Soleil des savants, qui parle elegamment
Hebreu, Greçois, Romain, Espagnol, Allemand,
François, Italien, Nubien, Arabique,
Syriaque, Persian, Anglois, Chaldaique.”[99]
In his case it is difficult, as in most others, to ascertain the degree of his familiarity with each of these. To Du Bartas’s poetical epithet, elegamment, of course, no importance is to be attached; and it would perhaps be equally unsafe to rely on the depreciatory representations of his literary antagonists. One thing, at least, is certain, that he himself made the most of his accomplishment. He was not the man to hide his light from any overweening delicacy. He was one of the greatest boasters of his own or any other time. In one place he boasts that there is no language in which he could write with such elegance as Arabic.[100] In another he professes to write Syriac as well as the Syrians themselves.[101] And it is curiously significant of the reputation which he commonly enjoyed, that the wits of his own day used to say that there was one particular department of each language in which there could be no doubt of his powers—its Billingsgate vocabulary! There was not one, they confessed, of the thirteen languages to which he laid claim, in which he was not fully qualified to scold![102]

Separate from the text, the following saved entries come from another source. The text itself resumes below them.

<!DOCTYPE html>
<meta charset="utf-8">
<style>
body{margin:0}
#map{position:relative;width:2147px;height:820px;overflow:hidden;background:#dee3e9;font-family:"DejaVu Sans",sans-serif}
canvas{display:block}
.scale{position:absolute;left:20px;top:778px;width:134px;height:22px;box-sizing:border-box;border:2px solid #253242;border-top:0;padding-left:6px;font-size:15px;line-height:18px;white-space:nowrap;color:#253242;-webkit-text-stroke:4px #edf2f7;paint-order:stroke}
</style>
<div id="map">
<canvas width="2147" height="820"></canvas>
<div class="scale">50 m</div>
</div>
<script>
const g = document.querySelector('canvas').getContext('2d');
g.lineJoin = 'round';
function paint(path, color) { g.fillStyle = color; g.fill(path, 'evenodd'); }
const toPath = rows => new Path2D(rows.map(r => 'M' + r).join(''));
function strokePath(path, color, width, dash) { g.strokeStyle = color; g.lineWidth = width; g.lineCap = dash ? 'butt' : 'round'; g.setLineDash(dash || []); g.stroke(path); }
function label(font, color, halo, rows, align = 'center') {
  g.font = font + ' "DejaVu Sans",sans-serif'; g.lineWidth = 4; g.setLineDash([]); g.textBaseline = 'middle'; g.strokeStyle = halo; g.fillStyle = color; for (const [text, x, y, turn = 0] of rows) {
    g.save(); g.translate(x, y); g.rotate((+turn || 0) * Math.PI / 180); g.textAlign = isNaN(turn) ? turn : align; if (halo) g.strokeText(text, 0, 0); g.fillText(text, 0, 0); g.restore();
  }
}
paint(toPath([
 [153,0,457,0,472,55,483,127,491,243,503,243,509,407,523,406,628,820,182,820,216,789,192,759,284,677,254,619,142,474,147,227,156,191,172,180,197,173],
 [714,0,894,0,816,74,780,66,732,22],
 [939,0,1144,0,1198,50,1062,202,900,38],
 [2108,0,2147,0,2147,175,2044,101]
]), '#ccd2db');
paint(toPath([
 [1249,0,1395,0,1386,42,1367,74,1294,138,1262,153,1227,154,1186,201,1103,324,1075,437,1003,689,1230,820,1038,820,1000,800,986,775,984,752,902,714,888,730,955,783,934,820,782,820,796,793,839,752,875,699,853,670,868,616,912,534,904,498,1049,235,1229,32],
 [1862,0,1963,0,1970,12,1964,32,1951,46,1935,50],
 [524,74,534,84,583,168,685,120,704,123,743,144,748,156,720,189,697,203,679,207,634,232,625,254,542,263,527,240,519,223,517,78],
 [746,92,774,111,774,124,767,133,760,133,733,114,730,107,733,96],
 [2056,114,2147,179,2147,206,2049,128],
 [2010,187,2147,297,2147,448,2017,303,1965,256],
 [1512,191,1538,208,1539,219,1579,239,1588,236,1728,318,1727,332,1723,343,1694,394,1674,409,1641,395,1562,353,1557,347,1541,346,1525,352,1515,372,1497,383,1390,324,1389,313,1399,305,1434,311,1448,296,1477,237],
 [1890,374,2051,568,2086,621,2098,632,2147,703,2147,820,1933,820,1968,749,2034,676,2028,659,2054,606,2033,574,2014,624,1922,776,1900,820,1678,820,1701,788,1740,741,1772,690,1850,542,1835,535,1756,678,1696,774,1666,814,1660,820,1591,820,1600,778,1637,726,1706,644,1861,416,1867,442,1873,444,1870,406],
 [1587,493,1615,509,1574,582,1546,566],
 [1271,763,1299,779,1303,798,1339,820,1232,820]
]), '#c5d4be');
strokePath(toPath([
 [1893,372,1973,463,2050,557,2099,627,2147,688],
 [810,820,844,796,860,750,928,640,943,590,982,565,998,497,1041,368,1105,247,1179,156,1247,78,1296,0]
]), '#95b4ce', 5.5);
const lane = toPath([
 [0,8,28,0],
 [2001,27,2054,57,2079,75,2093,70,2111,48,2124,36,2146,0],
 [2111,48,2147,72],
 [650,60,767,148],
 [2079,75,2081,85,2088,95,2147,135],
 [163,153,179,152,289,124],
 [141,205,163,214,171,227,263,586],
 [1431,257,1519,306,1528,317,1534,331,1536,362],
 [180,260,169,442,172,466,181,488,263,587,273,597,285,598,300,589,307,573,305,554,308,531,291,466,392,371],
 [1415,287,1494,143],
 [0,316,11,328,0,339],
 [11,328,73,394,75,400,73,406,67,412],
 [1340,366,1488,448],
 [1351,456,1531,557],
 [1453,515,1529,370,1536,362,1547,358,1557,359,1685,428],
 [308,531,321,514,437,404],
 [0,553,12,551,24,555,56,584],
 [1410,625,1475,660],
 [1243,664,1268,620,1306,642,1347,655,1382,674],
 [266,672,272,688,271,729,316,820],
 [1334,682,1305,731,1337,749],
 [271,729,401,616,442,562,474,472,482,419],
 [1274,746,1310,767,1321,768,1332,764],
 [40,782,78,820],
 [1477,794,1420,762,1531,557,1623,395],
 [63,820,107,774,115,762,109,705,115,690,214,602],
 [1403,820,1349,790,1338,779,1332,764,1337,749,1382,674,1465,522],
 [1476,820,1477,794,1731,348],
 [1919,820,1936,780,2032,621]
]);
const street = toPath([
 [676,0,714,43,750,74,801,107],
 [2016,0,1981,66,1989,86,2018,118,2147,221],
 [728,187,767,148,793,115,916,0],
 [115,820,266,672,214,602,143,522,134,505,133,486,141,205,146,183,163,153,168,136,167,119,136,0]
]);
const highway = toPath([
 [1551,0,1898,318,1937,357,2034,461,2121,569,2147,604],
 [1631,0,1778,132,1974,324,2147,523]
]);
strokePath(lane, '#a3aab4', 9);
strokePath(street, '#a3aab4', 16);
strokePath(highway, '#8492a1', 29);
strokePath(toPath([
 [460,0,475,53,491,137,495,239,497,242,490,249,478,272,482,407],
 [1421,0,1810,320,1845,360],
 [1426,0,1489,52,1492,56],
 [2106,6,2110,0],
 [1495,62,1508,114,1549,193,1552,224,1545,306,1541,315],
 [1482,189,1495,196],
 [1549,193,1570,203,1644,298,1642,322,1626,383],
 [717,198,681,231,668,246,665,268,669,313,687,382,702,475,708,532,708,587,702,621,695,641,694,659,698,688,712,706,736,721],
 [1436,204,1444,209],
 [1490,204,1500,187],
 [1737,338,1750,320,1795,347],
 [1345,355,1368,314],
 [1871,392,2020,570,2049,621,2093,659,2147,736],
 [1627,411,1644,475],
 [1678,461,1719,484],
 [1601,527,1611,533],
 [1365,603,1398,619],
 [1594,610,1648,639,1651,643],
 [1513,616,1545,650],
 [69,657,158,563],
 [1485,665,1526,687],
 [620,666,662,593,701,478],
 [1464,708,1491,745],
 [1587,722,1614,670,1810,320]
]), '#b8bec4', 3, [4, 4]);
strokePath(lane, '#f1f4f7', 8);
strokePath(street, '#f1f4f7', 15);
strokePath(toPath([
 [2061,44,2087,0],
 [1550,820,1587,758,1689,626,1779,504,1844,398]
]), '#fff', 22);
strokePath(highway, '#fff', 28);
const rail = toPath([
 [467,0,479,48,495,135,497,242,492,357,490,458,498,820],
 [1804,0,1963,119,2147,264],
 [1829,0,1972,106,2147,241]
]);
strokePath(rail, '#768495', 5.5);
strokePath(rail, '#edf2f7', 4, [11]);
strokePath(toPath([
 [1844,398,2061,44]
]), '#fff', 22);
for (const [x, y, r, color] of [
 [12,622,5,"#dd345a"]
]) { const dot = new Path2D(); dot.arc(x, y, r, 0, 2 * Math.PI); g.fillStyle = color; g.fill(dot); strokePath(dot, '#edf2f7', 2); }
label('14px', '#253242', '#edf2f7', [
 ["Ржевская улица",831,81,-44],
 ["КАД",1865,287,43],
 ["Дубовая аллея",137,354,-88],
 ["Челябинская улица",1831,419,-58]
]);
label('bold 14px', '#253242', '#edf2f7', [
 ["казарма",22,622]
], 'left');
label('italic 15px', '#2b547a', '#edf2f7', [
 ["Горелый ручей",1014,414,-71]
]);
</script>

The eminent botanist, Charles Le Cluse, (Clusius), a contemporary of Scaliger, can hardly be called a great linguist, as his studies were chiefly confined to the modern European languages, with several of which he was thoroughly conversant; but he is remarkable as having contributed, by a familiarity with modern languages very rare among the naturalists of his day, to settle the comparative popular nomenclature of his science. He is even still a high authority on this curious branch of botanical study.
The reader who remembers the extraordinary reputation enjoyed among his contemporaries by the learned Nicholas Peiresc, may be disappointed at finding him overlooked in this enumeration: but, as of his extraordinary erudition he has left no permanent fruit in literature, so of his acquirements as a linguist no authentic record has been preserved. The same is true of his friend, Galaup de Chasteuil, a less showy, perhaps, but better read orientalist. Through devotion to these studies, quite as much as under the influence of religious feeling, Chasteuil made a pilgrimage to the Holy Land, and, in 1631, permanently fixed his abode in Palestine; and so thoroughly conversant did he become, not only with the language and literature, but also with the manners, usages and feelings of the Maronites of the Lebanon, that, on the death of their patriarch, despite the national predilections by which all Easterns are characterized, they desired to elect him, a Western as he was, head of their national church.[103] Lewis de Dieu, the two Morins—Stephen, the Calvinist minister, and John, the learned Oratorian convert—the two Cappels, Lewis and James, and even the celebrated D’Herbelot, author of the Bibliothèque Orientale, all belong rather to the class of oriental scholars than of linguists in the popular acceptation of the word. The two Cappels, as well as their adversaries, the Buxtorfs, are best known in connexion with the controversy about the Masoretic Points.
One of the writers named in a previous page, Claude Duret, although Adelung[104] could not discover any particulars regarding him, beyond those which are detailed in the title of his book, (where he is merely described as “Bourbonnais, President a Moulins,”) nevertheless deserves very special mention on account of the extensive and curious learning, not alone in languages, but also in general literature, history and science, which characterize his rare work, Thresor de l’Histoire des Langues de cet Univers.[105] This work is undoubtedly far from being exempt from grave inaccuracies; but it is nevertheless, for its age, a marvel, as well of curious learning and extensive research, as of acquaintance with a great many (according to one account, seventeen,) languages, both of the East and of the West.[106] How much of this, however, is mere book-scholarship, and how much is real familiarity, it is impossible, in the absence of all details of the writer’s personal history, to decide.
Although far from being so universal a linguist as Duret, the great biblical scholar, Samuel Bochart (born at Rouen in 1599) was much superior to him in his knowledge of Hebrew and the cognate languages, Chaldee, Syriac, Arabic, and even Coptic. His Hierozoicon and Geographia Sacra, as monuments of philological as well as antiquarian knowledge, have maintained a high reputation even to the present time, notwithstanding the advantages enjoyed by modern students of biblical antiquities and history.[107]
Bochart’s pupil and his friend in early life, (although they were bitterly alienated from each other at a later period, and although Bochart’s death is painfully associated with their literary quarrel[108]) the celebrated Peter Daniel Huet, can hardly deserve a place in the catalogue of French linguists; but he was at least a liberal and enlightened patron of the study.